(Collected data)

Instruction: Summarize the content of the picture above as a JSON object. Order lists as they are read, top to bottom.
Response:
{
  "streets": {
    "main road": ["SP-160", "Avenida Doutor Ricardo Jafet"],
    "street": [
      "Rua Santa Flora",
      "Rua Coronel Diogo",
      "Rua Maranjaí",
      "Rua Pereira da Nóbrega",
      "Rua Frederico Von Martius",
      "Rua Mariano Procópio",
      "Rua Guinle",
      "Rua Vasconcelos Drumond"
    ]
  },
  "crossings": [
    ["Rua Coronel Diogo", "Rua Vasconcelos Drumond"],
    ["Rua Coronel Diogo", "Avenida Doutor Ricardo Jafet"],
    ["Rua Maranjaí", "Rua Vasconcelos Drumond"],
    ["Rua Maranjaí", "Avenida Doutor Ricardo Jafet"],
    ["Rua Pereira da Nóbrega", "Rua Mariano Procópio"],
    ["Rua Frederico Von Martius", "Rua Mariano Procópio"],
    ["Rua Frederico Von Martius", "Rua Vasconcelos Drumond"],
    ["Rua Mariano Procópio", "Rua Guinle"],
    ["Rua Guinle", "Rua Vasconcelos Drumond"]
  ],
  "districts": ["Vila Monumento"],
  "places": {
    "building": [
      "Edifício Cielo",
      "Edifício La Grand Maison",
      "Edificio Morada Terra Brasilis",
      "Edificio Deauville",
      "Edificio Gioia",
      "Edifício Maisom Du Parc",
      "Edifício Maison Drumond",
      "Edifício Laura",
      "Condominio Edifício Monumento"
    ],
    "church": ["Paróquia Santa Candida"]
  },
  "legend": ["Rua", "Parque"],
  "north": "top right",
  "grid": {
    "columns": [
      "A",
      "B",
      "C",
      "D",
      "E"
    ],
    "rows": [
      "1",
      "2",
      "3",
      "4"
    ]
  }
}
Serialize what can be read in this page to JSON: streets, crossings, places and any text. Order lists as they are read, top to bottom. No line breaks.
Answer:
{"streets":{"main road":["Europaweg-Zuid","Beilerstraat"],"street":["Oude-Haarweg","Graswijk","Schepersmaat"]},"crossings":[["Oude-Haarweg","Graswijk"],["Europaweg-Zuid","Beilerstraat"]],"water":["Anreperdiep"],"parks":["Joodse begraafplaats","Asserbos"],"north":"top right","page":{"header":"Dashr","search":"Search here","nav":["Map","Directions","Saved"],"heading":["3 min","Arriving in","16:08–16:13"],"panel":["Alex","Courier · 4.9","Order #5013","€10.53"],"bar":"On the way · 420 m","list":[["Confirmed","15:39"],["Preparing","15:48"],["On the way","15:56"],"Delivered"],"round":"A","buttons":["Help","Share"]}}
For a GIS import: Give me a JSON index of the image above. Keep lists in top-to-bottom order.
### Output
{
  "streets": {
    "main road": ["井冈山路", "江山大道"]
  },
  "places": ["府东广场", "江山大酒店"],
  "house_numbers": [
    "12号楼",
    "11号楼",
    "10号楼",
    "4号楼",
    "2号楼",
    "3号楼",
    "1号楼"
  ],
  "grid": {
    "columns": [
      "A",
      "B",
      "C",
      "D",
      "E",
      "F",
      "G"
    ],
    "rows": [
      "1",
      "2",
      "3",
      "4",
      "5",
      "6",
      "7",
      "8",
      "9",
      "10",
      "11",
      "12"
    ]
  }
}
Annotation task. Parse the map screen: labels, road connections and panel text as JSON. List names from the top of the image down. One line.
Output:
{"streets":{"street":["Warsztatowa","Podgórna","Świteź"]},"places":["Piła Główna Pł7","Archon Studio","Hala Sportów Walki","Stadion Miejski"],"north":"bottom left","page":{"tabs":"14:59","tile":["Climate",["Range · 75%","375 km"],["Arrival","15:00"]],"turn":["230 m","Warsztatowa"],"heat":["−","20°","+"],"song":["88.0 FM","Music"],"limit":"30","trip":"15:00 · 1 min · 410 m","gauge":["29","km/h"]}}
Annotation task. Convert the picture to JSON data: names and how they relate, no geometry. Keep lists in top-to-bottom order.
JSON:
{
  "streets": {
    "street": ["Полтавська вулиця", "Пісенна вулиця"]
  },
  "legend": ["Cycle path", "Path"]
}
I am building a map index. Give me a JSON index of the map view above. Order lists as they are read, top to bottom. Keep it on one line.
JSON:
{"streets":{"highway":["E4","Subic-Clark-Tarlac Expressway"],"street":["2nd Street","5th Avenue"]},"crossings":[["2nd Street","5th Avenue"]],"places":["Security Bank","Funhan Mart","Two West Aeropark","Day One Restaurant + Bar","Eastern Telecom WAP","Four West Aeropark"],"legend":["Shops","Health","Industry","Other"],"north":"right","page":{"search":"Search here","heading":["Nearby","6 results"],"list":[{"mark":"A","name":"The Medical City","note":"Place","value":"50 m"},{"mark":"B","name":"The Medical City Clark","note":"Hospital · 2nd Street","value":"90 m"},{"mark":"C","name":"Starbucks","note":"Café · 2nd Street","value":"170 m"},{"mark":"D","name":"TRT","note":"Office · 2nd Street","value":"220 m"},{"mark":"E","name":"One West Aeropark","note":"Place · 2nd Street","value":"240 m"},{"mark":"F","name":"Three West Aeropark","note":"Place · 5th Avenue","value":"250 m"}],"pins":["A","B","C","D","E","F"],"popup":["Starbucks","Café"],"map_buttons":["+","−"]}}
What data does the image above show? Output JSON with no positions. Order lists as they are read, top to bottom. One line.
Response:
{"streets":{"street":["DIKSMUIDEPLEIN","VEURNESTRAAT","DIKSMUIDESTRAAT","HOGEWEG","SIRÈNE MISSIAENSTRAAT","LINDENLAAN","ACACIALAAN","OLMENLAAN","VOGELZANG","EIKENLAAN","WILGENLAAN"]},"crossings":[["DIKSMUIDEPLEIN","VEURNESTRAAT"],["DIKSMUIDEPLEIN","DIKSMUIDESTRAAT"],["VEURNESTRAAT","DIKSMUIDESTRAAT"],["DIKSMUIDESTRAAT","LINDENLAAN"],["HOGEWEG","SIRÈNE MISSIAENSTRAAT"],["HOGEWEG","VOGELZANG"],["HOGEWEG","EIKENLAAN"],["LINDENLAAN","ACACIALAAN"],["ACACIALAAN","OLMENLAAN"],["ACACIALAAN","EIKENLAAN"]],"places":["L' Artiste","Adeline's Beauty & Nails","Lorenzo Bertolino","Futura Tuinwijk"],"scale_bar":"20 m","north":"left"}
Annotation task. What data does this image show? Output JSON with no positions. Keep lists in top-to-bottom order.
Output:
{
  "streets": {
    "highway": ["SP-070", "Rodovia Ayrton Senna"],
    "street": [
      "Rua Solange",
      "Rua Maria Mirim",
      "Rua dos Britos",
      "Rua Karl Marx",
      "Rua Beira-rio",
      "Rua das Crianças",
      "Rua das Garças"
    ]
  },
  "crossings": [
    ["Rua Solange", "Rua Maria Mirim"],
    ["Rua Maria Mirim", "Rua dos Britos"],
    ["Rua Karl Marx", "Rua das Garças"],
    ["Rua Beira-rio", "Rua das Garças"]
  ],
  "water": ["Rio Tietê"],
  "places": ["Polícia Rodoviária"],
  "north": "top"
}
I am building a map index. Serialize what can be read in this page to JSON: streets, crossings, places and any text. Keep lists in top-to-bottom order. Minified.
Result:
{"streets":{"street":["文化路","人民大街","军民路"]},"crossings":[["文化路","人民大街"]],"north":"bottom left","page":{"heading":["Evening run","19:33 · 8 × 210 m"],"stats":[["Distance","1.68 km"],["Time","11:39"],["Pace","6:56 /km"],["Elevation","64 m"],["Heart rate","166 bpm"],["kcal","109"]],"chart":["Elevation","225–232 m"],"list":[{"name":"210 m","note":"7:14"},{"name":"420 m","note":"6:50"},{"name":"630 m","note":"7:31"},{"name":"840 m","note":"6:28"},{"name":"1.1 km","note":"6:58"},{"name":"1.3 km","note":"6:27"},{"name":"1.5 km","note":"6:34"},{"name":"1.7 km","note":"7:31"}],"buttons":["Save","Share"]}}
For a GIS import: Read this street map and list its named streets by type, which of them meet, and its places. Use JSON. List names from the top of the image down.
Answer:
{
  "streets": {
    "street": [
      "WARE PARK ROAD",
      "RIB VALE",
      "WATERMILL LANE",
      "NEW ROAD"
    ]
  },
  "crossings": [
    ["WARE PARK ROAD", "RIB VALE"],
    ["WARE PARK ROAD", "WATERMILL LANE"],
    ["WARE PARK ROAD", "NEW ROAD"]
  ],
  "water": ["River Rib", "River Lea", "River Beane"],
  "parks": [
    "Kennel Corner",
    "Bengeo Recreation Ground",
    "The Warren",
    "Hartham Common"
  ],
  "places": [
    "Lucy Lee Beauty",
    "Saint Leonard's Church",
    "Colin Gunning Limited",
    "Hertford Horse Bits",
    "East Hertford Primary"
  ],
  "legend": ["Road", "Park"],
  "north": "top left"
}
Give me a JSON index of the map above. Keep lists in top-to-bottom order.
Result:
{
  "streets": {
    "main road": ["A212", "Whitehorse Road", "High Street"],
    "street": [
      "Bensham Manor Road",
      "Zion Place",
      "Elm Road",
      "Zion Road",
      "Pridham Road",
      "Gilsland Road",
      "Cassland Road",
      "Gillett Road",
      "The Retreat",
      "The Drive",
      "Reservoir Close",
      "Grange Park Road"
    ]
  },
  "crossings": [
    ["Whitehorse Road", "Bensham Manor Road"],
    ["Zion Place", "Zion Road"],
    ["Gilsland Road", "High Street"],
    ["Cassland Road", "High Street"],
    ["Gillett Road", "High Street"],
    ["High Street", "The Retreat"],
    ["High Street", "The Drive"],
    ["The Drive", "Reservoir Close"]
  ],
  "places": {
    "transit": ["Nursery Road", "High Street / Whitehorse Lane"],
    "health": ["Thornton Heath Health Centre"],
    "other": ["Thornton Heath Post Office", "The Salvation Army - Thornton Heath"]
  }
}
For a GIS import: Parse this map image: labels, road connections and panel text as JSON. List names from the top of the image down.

ACTIVITY. Within the records above, count each line holding "does". Write down only the number.

ANSWER SECTION. 2